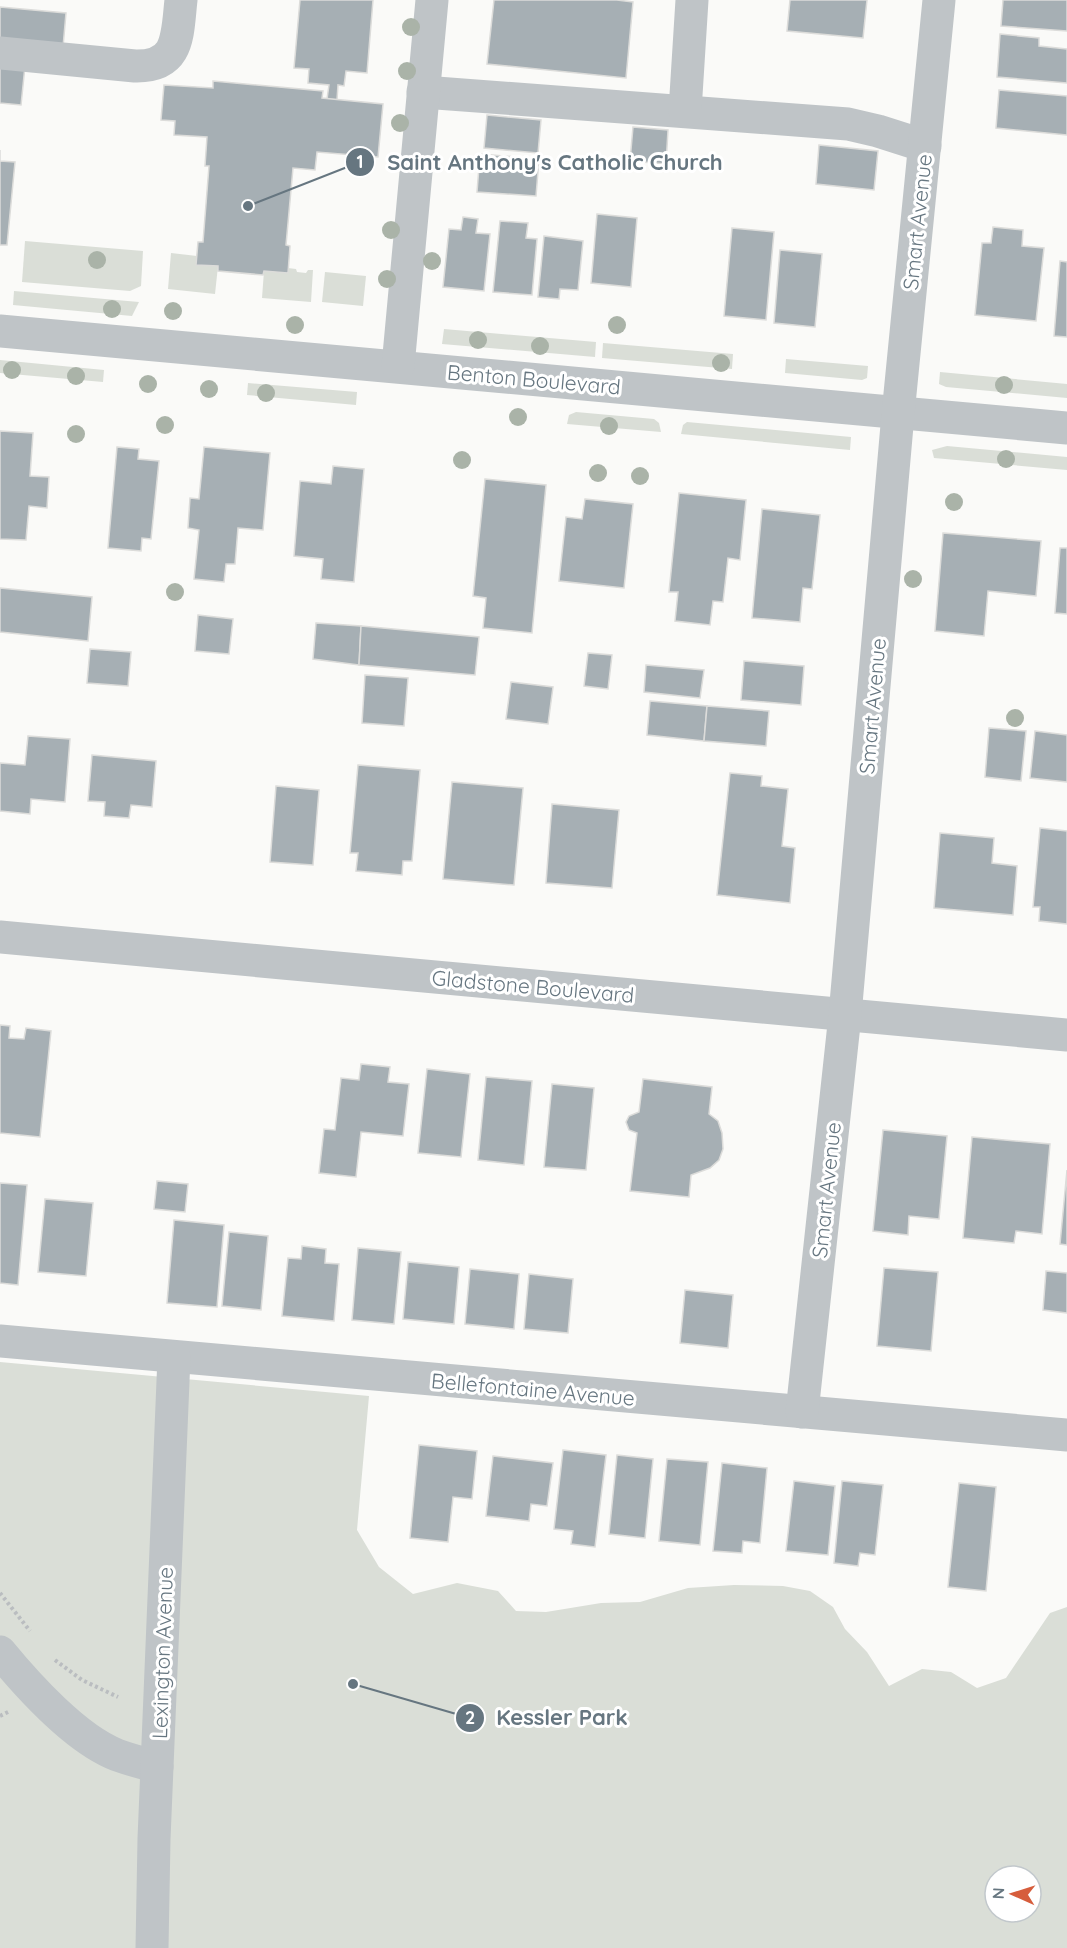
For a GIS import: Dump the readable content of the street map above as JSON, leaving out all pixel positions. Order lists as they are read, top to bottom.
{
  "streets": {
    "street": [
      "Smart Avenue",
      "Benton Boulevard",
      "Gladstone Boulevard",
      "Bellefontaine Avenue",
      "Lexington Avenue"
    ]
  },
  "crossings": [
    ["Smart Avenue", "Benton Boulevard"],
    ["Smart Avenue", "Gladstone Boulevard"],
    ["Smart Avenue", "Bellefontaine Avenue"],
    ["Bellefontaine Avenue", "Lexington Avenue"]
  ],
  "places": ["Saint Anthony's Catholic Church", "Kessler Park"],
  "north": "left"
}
-.-.-
Restate the material above word for word, so that nothing changes except that the pictures are gone.

> Problem solution
For a GIS import: Dump the readable content of the street map above as JSON, leaving out all pixel positions. Order lists as they are read, top to bottom.
{
  "streets": {
    "street": [
      "Smart Avenue",
      "Benton Boulevard",
      "Gladstone Boulevard",
      "Bellefontaine Avenue",
      "Lexington Avenue"
    ]
  },
  "crossings": [
    ["Smart Avenue", "Benton Boulevard"],
    ["Smart Avenue", "Gladstone Boulevard"],
    ["Smart Avenue", "Bellefontaine Avenue"],
    ["Bellefontaine Avenue", "Lexington Avenue"]
  ],
  "places": ["Saint Anthony's Catholic Church", "Kessler Park"],
  "north": "left"
}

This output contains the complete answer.